Saved data entries:
====================
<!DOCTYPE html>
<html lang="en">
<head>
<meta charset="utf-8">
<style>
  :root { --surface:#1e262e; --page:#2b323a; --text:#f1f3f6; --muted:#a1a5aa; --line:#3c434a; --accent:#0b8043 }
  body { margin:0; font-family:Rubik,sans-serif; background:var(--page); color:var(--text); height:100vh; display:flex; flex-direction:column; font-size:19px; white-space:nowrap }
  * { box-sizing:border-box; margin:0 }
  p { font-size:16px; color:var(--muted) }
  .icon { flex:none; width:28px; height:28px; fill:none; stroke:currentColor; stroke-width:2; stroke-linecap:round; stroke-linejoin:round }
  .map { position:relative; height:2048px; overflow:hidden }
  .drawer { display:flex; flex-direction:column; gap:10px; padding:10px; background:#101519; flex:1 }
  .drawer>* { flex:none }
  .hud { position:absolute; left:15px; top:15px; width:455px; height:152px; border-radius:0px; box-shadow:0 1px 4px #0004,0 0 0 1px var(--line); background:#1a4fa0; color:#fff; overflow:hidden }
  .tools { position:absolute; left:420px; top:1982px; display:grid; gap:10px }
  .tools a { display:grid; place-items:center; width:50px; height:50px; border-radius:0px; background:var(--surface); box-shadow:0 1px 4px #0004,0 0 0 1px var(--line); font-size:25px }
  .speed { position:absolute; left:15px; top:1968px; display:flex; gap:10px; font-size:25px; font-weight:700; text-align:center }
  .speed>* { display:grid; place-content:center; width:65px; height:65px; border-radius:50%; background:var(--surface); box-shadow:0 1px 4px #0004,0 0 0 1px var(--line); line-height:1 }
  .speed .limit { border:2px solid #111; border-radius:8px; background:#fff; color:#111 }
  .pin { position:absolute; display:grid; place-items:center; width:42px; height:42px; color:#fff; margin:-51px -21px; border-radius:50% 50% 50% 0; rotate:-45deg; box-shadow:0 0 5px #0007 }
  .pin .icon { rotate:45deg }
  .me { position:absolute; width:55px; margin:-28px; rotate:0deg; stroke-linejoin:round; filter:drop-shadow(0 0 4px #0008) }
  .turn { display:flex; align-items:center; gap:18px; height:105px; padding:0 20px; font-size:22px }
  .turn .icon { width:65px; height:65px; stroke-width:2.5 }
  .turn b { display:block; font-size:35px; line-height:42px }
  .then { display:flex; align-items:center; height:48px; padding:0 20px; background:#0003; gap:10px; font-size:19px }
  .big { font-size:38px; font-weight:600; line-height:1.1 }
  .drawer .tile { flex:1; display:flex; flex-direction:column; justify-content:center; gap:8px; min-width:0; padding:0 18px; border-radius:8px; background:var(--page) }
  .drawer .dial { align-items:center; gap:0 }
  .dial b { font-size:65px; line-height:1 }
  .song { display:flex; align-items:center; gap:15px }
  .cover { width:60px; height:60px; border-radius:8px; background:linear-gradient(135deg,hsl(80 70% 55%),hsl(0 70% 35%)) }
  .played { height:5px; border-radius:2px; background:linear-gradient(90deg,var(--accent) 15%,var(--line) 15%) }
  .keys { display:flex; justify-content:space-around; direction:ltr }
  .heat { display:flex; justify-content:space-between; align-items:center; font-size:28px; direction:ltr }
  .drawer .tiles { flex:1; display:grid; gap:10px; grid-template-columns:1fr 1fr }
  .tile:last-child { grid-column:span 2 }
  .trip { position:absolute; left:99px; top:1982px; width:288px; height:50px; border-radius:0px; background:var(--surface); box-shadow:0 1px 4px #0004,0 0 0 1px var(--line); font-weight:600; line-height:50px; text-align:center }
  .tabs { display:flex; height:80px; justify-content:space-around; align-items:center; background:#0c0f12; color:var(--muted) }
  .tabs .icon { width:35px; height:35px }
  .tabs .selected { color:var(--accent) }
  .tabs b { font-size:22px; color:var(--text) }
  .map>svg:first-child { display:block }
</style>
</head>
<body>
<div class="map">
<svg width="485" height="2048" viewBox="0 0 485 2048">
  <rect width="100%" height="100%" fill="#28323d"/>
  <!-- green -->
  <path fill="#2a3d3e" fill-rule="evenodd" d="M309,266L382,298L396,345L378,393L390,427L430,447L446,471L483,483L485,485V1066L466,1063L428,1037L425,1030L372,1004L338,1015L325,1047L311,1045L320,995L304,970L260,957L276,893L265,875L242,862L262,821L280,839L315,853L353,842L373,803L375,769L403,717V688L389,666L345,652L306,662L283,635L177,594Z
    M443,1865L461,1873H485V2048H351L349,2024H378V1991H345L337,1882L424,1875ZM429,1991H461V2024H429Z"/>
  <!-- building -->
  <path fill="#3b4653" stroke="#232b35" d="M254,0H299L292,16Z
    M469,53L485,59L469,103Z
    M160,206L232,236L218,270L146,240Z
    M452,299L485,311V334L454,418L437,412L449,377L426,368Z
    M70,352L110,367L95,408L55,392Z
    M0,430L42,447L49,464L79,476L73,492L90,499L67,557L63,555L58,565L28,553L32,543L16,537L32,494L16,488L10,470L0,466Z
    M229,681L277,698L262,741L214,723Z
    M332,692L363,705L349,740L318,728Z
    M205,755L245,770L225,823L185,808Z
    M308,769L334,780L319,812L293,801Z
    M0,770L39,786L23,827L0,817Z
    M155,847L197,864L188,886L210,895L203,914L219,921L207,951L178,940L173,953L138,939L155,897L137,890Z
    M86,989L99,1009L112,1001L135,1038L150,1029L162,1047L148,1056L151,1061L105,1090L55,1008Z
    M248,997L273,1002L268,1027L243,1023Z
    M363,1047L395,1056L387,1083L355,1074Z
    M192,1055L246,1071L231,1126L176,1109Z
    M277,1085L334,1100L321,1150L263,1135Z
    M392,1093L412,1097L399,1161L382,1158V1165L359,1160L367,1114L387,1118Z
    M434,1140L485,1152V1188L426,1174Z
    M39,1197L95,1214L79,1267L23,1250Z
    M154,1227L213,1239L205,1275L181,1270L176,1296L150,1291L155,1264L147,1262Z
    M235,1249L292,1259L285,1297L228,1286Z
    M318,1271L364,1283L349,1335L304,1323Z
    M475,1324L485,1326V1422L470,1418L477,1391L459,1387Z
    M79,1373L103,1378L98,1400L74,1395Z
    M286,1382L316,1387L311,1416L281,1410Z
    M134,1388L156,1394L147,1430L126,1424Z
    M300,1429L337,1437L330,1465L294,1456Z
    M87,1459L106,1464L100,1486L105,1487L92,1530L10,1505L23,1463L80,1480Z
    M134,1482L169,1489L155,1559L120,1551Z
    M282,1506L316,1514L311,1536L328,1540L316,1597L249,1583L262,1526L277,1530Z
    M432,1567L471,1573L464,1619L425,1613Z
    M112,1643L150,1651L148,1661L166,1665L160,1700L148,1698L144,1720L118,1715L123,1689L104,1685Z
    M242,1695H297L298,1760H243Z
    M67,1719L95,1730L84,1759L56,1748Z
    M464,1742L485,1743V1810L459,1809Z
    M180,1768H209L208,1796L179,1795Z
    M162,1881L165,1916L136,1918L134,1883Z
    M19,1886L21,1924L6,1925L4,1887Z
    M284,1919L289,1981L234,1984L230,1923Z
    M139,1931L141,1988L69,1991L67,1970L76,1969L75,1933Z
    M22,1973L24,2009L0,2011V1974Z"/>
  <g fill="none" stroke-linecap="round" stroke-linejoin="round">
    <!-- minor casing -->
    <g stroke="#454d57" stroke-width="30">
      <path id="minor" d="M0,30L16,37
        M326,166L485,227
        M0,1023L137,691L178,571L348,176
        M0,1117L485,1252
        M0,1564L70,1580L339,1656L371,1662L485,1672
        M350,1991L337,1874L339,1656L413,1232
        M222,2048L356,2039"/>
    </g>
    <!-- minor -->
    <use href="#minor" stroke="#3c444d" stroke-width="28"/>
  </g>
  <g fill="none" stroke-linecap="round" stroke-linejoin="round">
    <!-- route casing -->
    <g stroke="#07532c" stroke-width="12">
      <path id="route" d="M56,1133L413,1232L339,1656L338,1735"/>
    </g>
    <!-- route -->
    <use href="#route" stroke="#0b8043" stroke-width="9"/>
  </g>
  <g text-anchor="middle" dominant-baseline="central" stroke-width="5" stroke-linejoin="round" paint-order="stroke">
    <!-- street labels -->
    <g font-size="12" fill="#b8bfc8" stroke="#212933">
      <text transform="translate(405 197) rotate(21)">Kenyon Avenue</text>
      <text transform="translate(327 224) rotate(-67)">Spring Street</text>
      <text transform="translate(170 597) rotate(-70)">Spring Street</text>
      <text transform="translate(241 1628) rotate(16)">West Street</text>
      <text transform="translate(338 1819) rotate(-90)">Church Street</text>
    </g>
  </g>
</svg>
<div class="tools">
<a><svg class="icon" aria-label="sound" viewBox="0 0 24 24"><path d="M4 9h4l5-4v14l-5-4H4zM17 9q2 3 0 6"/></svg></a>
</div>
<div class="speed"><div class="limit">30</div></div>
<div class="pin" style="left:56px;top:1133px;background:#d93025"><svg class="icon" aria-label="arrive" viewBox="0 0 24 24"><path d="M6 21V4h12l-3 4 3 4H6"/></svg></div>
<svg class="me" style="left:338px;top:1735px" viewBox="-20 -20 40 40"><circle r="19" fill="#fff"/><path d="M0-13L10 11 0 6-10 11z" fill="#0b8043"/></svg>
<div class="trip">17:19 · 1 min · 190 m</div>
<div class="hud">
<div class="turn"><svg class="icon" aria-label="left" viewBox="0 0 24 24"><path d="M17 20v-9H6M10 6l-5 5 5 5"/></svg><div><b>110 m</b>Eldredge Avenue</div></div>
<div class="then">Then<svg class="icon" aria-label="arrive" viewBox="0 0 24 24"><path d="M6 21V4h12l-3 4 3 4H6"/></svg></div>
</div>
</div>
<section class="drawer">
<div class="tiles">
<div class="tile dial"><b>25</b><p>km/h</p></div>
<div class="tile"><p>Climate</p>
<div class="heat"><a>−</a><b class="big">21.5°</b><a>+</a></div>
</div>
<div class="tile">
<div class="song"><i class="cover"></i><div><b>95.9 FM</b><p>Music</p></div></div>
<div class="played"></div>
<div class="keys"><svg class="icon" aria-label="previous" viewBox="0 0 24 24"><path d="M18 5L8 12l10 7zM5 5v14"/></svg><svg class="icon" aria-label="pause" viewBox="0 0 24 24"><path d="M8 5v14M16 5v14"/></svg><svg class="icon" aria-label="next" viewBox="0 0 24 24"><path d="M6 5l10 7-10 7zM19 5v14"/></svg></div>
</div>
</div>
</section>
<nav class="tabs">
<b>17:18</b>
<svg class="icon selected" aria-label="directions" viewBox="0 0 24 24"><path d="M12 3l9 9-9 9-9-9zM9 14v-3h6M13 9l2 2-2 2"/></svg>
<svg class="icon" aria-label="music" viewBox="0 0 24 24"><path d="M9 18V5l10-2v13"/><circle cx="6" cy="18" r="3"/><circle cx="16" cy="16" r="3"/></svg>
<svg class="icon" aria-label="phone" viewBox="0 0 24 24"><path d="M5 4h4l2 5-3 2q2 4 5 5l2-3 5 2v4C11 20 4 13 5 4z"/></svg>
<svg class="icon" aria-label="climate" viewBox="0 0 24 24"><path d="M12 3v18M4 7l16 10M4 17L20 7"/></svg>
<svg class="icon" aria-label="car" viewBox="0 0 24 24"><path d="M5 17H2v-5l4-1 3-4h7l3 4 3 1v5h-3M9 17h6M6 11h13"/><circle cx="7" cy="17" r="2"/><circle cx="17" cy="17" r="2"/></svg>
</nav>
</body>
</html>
====================
▸ Task requirements
Please copy out each line of the data in which the word "limit" occurs.

▸ Response
  .speed .limit { border:2px solid #111; border-radius:8px; background:#fff; color:#111 }
<div class="speed"><div class="limit">30</div></div>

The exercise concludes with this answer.